Start of EXTRACTED RECORDS
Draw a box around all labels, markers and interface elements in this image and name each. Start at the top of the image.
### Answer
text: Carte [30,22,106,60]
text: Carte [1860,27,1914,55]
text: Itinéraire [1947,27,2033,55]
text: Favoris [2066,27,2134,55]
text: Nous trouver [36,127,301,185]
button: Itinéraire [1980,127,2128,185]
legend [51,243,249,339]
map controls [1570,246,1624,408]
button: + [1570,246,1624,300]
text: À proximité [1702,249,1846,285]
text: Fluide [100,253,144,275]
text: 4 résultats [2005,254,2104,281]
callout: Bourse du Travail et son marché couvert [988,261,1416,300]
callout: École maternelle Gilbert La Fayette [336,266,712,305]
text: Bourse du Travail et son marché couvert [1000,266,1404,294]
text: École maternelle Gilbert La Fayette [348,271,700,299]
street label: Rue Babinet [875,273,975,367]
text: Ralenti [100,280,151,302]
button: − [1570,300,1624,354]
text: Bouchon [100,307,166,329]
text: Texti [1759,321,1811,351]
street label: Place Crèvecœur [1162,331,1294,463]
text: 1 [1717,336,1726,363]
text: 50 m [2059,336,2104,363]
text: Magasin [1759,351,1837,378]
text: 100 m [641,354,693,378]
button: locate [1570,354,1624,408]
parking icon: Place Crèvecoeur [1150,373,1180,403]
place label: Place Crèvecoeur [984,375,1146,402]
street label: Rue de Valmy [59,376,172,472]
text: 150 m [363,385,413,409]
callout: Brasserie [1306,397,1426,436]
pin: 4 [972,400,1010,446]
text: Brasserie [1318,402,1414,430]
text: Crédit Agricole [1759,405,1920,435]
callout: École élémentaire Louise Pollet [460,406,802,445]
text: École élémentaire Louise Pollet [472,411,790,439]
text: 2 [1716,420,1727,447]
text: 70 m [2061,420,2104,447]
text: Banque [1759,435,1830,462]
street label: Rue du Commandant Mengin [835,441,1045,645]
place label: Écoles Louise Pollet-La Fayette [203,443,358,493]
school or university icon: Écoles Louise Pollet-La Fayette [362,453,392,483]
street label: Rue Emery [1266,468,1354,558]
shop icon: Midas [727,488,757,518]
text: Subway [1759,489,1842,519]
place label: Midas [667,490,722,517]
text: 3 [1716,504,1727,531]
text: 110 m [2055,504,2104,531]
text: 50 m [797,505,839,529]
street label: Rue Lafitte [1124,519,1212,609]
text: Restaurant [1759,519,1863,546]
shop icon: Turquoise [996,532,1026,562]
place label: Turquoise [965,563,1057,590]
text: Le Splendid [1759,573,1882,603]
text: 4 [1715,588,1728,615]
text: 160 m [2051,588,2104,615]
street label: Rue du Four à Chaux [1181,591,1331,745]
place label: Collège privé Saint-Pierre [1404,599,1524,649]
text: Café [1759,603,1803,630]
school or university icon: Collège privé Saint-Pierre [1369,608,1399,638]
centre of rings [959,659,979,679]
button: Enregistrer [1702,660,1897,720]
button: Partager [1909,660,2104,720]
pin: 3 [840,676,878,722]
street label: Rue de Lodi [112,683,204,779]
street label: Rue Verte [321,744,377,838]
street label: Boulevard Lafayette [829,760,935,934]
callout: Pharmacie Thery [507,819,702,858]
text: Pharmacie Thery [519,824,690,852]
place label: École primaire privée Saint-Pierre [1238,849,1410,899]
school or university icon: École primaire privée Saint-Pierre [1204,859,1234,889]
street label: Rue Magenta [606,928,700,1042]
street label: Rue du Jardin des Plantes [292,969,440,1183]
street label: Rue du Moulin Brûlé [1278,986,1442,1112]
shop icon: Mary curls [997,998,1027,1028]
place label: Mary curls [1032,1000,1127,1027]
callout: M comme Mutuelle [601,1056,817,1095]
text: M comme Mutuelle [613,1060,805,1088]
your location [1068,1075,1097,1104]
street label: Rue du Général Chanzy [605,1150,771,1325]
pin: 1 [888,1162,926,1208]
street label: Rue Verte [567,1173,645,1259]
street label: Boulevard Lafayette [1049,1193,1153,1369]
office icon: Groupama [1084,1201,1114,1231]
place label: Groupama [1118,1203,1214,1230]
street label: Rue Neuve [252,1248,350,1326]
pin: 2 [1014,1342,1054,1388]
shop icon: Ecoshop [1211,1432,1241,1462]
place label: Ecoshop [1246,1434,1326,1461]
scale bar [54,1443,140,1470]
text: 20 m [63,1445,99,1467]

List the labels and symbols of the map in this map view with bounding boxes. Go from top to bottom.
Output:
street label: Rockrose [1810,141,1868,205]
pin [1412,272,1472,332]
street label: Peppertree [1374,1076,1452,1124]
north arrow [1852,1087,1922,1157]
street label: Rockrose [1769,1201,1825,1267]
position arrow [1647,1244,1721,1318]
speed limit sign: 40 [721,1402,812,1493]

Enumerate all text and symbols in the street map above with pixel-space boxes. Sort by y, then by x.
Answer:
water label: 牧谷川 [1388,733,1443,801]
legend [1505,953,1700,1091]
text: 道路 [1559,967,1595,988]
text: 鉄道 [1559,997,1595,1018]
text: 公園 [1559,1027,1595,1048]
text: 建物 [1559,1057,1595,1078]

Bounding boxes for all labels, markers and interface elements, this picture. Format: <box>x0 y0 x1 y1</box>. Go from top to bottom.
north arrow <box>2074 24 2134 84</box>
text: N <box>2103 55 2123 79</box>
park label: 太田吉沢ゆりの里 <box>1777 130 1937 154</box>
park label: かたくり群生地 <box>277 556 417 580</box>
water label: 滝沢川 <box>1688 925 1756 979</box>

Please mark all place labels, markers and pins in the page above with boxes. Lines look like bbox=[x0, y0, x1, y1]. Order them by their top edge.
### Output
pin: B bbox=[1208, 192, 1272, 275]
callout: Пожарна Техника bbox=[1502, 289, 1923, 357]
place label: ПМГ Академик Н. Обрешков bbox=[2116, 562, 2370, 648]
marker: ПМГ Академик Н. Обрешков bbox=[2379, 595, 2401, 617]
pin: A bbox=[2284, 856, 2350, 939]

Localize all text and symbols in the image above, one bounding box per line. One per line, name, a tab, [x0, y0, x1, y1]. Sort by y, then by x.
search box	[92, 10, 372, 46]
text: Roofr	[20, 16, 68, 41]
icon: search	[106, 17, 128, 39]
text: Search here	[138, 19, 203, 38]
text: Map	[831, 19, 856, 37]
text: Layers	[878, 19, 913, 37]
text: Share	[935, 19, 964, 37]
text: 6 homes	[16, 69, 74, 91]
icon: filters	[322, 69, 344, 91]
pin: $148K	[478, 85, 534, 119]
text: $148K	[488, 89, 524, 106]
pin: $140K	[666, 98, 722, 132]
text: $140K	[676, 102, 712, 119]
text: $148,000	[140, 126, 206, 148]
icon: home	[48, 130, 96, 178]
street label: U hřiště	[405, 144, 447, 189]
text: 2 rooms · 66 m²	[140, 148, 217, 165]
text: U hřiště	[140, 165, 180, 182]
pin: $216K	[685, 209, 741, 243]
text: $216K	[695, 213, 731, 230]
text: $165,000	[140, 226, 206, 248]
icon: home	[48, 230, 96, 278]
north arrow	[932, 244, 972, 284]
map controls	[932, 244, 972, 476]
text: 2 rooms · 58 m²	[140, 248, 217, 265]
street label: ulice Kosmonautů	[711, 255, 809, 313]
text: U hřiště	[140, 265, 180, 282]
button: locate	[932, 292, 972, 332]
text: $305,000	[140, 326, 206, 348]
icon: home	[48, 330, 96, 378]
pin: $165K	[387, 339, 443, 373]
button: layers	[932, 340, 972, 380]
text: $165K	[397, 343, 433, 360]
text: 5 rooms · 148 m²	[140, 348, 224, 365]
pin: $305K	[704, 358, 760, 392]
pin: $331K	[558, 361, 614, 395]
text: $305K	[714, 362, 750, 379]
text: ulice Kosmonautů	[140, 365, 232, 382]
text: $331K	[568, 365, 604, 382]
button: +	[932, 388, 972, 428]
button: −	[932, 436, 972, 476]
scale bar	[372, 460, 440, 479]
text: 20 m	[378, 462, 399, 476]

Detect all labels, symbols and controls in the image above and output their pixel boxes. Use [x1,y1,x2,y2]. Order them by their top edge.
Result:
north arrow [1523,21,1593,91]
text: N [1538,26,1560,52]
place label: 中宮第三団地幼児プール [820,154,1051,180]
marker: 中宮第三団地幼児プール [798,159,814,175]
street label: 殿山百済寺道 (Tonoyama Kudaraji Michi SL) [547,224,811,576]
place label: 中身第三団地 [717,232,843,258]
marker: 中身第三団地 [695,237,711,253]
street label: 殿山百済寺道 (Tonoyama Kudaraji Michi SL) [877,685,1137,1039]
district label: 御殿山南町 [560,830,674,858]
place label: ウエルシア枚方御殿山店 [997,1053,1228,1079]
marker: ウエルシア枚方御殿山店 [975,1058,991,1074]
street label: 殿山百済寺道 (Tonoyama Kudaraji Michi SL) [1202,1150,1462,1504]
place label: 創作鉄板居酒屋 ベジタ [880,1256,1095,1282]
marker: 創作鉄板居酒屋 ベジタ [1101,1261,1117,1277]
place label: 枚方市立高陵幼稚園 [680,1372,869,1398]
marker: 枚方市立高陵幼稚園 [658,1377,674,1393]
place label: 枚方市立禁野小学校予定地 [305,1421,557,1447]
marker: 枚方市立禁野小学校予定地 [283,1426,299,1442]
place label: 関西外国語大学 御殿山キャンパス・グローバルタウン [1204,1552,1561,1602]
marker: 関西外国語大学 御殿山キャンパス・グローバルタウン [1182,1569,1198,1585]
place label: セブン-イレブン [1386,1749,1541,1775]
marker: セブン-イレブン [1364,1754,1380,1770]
End of EXTRACTED RECORDS
WHAT YOU ARE ASKED TO DO –
Search the entries above for lines containing the word "Verte", and copy each one.

SOLVED PROBLEM –
street label: Rue Verte [321,744,377,838]
street label: Rue Verte [567,1173,645,1259]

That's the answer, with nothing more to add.